(Beginning of Given information)

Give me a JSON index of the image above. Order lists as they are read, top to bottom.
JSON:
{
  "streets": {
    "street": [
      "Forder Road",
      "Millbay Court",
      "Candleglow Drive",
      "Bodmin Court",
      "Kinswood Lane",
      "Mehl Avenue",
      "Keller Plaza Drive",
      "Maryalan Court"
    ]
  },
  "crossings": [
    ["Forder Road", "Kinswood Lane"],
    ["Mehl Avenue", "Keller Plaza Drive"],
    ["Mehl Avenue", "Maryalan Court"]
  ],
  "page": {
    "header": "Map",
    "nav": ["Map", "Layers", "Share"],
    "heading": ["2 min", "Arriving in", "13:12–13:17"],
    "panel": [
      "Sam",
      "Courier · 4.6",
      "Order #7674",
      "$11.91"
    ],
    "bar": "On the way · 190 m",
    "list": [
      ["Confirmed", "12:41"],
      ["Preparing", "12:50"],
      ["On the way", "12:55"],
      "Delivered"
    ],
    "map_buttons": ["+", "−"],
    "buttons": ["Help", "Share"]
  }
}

(End of Given information)

* **Brief**:
Using the word "JSON" as the filter, copy each matching line from the material.

* **Task output**:
Give me a JSON index of the image above. Order lists as they are read, top to bottom.
JSON:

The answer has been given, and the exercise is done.